Task material: Begin
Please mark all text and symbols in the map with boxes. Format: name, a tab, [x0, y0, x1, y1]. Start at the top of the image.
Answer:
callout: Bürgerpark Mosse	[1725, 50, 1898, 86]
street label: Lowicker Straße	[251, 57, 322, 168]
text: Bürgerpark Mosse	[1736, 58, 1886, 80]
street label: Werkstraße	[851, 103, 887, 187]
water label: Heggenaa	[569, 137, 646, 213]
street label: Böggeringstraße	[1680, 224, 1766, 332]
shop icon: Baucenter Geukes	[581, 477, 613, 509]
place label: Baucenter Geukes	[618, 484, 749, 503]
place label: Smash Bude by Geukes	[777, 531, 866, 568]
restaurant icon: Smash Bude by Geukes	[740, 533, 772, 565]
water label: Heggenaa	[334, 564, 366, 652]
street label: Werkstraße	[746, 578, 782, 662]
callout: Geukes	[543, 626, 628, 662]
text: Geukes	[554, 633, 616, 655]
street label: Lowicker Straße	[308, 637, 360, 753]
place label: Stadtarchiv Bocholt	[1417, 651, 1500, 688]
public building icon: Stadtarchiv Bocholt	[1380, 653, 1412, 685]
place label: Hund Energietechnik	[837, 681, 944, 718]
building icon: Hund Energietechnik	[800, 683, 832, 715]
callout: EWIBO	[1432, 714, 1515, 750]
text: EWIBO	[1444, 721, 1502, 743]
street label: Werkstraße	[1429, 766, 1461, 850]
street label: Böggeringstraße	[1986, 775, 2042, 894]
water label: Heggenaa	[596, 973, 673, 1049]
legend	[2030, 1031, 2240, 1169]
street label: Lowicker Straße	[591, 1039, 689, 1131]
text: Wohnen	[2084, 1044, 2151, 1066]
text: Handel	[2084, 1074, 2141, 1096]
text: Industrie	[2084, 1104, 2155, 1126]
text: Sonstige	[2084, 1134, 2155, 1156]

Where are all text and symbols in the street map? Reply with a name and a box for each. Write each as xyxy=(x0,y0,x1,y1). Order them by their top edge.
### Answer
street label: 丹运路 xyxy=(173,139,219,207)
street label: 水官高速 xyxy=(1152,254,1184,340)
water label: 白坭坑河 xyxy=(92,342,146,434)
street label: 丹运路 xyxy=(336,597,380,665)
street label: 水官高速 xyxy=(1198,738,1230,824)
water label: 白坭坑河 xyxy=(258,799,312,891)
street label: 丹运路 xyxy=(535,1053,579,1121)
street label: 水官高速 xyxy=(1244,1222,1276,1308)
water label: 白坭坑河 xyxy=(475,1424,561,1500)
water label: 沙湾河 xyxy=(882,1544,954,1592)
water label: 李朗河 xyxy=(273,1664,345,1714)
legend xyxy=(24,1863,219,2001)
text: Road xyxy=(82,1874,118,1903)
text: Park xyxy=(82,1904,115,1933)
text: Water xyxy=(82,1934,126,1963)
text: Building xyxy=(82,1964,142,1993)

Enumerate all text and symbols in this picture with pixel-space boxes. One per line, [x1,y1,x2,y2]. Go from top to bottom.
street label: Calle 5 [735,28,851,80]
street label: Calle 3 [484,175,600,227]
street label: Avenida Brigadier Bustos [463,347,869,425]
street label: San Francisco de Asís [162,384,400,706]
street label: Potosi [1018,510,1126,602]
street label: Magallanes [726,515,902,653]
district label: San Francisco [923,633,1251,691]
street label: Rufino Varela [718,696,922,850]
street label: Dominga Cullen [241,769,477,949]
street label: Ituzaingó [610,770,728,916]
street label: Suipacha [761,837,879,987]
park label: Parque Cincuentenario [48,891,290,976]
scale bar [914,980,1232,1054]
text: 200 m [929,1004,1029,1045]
Task material: End
What you have to do
Go through the entries above and copy each line with "name" in it.

Result of the task
Please mark all text and symbols in the map with boxes. Format: name, a tab, [x0, y0, x1, y1]. Start at the top of the image.
Where are all text and symbols in the street map? Reply with a name and a box for each. Write each as xyxy=(x0,y0,x1,y1). Order them by their top edge.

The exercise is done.